Xavier Marchand, avocat associé au sein de Carakters, cabinet en gestion des contrats et des risques, conseille à la direction achats, à la direction juridique, mais aussi à tous les services concernés par un nouveau contrat, de construire ensemble un tableau Excel listant tous les besoins. "Il s'agit d'entrer dans le détail, en allant même jusqu'au format des factures si nécessaire. Ensuite, à chaque case du tableau Excel correspondra une clause du contrat: spécificités techniques, confidentialité, etc.", ajoute-t-il.
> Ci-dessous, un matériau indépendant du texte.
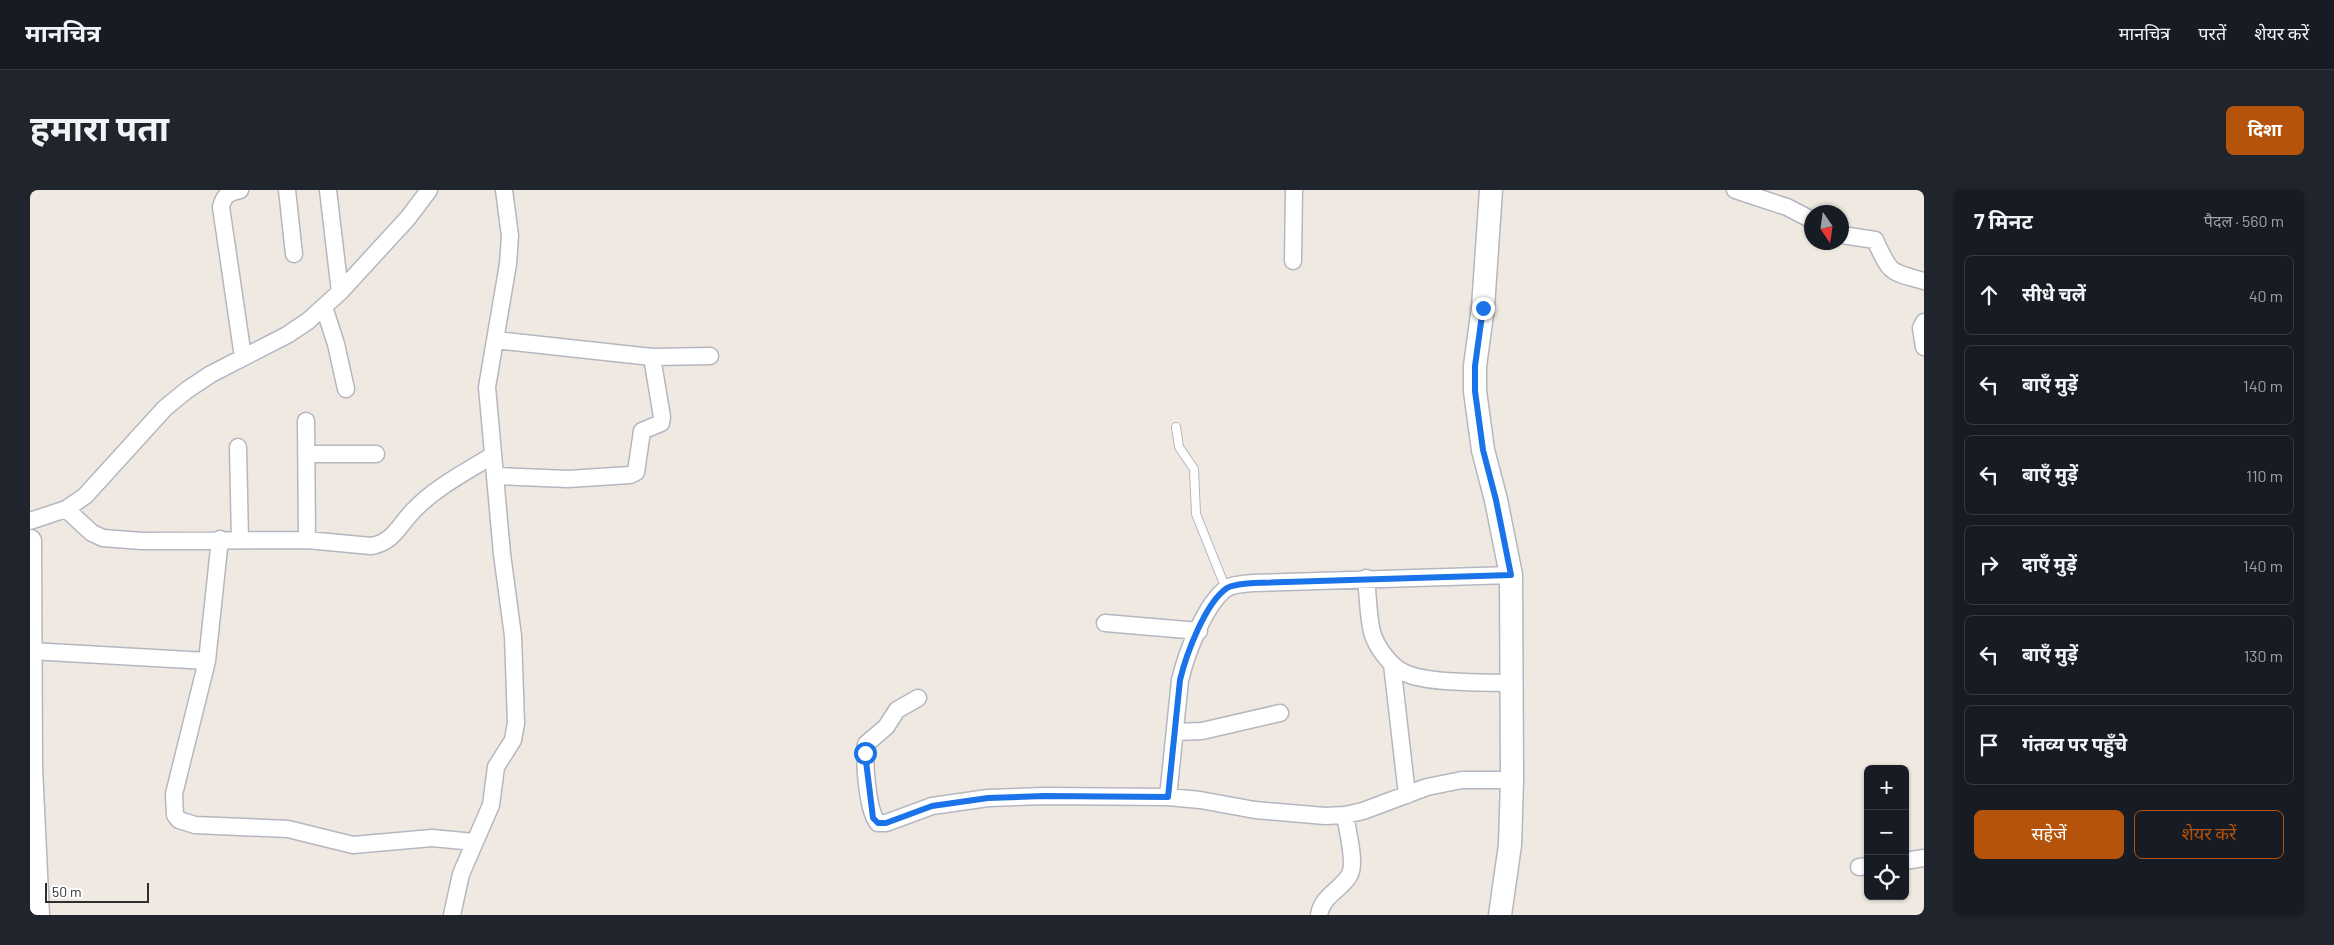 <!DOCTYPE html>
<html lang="hi">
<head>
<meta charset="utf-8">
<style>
	body { margin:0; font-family:Barlow,"Noto Sans Devanagari",sans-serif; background:#20242c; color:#f1f3f6 }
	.controls { position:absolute; right:15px; bottom:15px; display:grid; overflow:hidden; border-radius:8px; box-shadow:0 1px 4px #0004 }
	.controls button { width:45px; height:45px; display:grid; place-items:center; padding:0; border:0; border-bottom:1px solid #363941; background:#171b24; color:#f1f3f6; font:25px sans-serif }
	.compass { position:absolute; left:1774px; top:15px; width:45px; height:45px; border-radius:50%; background:#171b24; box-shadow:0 1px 4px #0004; rotate:167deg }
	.scale { position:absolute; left:15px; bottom:12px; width:104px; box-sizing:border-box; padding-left:5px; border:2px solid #2e2e2e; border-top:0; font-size:14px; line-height:18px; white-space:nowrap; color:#2e2e2e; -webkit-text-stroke:4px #fff; paint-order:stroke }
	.stop { position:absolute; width:15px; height:15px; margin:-11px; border:4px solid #1a73e8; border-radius:50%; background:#fff }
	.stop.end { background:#1a73e8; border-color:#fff; box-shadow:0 1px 5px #0008 }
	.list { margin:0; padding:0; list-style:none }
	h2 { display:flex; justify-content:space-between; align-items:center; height:65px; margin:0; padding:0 20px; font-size:21px }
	h2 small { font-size:16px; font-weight:400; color:#9ea1a6 }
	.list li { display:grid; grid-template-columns:32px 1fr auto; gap:15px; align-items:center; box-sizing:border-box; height:80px; margin:0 10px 10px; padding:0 10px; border:1px solid #363941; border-radius:8px }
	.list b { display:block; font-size:19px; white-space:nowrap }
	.list em { font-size:16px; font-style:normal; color:#9ea1a6 }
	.actions { display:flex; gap:10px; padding:15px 20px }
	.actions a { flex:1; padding:11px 0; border:1px solid #b45309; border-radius:8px; text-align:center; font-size:18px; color:#b45309 }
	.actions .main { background:#b45309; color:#fff }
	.icon { flex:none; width:28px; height:28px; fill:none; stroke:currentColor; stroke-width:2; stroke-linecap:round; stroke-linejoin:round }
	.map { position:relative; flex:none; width:1894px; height:725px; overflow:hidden; border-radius:8px }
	header { display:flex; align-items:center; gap:30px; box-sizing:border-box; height:70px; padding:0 25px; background:#171b24; border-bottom:1px solid #363941 }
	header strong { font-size:24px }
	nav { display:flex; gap:28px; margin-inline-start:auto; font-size:18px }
	.intro { display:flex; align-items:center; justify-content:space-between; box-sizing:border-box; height:120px; padding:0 30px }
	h1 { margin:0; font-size:35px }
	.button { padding:12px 22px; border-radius:8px; background:#b45309; color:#fff; font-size:18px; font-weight:700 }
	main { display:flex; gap:30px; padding:0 30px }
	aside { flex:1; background:#171b24; border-radius:8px; box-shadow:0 1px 4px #0004 }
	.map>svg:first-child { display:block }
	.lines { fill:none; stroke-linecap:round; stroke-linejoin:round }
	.lane-casing { stroke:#b4b7c1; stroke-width:10 }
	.street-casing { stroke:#b4b7c1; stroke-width:19 }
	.secondary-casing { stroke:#b4b7c1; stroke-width:25 }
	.lane { stroke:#fff; stroke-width:8 }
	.street { stroke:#fff; stroke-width:16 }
	.secondary { stroke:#fff; stroke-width:22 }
	.route { stroke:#1a73e8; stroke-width:6 }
</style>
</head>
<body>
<header>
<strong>मानचित्र</strong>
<nav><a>मानचित्र</a><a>परतें</a><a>शेयर करें</a></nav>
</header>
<div class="intro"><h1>हमारा पता</h1><a class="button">दिशा</a></div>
<main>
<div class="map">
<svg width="1894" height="725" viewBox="0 0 1894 725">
	<rect width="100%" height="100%" fill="#efe9e1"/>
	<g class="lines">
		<g class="lane-casing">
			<path id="lane" d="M1146,237l3,20 15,22 2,45 30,75"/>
		</g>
		<g class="street-casing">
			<path id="street" d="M210,0c-12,3 -16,5 -19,17l22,150
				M257,0l7,64
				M298,0l12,102
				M1705,0l52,17 25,13
				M1812,45l33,5c16,34 13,31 49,41
				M1263,71l1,-71
				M294,117l12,37 10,45
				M1894,132l-3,6 3,19
				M465,150l157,17 58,-1
				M276,231l1,119
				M208,257l2,92
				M276,264h70
				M465,286l73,3 62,-4 6,-3 6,-41 19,-8 1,-6 -10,-60
				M36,319l26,24 11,5 39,3 165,-1 64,6c22,-3 28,-21 43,-36 22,-23 52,-38 79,-55
				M0,331l36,-12 19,-13 80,-88 22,-18 24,-16 76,-39 21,-14 32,-29 68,-74 21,-28
				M190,349l-13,122 -33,133 1,21 4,5 16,5 93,4 65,16 79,-7 42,4
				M1336,388c2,18 2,37 6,54 4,15 19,35 33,41 24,11 79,9 107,10
				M1075,433l94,8
				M1,461l176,10
				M1362,474l15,131
				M888,508l-21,12 -11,17 -20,17c-2,17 1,67 12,79h8l46,-17 56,-8 56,-2 124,1 32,3 55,10 70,6 20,-1 18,-4 64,-24 35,-7h50
				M1145,542l27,-1 78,-18
				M1138,607l12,-117c6,-25 25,-77 47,-92 7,-4 18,-4 26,-5l258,-8
				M1875,671l19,-3
				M1829,677l9,-1
				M422,725l9,-41 30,-69 5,-38 17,-27 3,-17 -3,-87 -11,-82 -15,-167 21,-123 2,-28 -6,-46
				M1289,725c3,-20 24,-26 31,-41 6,-12 -3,-45 -5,-59"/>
		</g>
		<g class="secondary-casing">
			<path id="secondary" d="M1461,0l-8,117 -8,59v25l8,59 13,50 15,75 1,205 -2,65 -10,70
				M0,351l1,226 7,148"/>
		</g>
		<use href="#lane" class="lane"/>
		<use href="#street" class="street"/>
		<use href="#secondary" class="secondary"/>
	</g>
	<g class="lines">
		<path class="route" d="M835,563l8,65 5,5h8l46,-17 56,-8 56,-2 124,1 12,-117c6,-25 25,-77 47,-92 7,-4 18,-4 26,-5l258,-8 -15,-75 -13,-50 -8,-59v-25l8,-58"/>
	</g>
</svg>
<div class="controls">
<button>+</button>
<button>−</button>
<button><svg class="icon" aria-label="locate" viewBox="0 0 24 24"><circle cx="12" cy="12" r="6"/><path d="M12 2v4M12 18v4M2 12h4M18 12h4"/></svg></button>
</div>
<svg class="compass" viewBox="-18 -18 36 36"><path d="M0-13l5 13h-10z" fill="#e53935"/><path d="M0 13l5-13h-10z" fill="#9ea1a6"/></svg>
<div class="scale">50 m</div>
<div class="stop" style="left:835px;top:563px"></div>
<div class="stop end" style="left:1453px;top:118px"></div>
</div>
<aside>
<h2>7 मिनट<small>पैदल · 560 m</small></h2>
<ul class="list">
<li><svg class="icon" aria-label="ahead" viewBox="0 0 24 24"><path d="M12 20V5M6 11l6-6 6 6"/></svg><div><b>सीधे चलें</b></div><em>40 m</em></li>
<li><svg class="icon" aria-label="left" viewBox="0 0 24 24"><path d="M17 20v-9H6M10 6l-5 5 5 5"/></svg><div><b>बाएँ मुड़ें</b></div><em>140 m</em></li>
<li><svg class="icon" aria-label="left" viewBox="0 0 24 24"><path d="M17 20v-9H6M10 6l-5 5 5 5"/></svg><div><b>बाएँ मुड़ें</b></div><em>110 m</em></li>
<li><svg class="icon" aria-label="right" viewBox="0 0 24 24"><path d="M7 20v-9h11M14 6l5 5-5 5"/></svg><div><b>दाएँ मुड़ें</b></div><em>140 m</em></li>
<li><svg class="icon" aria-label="left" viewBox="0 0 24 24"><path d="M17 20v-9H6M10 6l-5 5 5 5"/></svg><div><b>बाएँ मुड़ें</b></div><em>130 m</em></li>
<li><svg class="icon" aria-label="arrive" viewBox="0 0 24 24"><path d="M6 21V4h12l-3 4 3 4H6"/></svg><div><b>गंतव्य पर पहुँचे</b></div></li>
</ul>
<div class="actions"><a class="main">सहेजें</a><a>शेयर करें</a></div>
</aside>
</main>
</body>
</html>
Un travail en amont qui fait gagner du temps et qui permet également que toutes les personnes concernées par le contrat le comprennent. "Un bon contrat est quelque chose qui dit clairement ce pourquoi on s'est mis d'accord", déclare Xavier Marchand.
Franklin Brousse, avocat spécialisé dans les achats indirects innovants, informatiques et télécoms au sein du cabinet +Avocats, invite quant à lui à définir des règles de fonctionnement entre les deux directions. "Les achats doivent se coordonner avec les juristes pour savoir quand et comment faire intervenir le service juridique, en fonction des typologies d'achat, du montant, de la nature du contrat, mais aussi du niveau de formation et de maturité juridique des acheteurs", indique-t-il. Car si l'acheteur n'a pas vocation à connaître l'environnement réglementaire, il doit savoir négocier certaines clauses comme celle relative aux pénalités ou aux conditions financières. "Cela permet de ne plus faire intervenir la direction juridique sur des questions basiques que l'acheteur peut régler seul : la direction des achats gagne ainsi du temps et peut signer plus rapidement et les juristes gagnent en qualité de relation puisqu'ils n'interviennent plus que sur les questions où ils apportent une réelle valeur ajoutée. C'est gagnant-gagnant", estime Franklin Brousse.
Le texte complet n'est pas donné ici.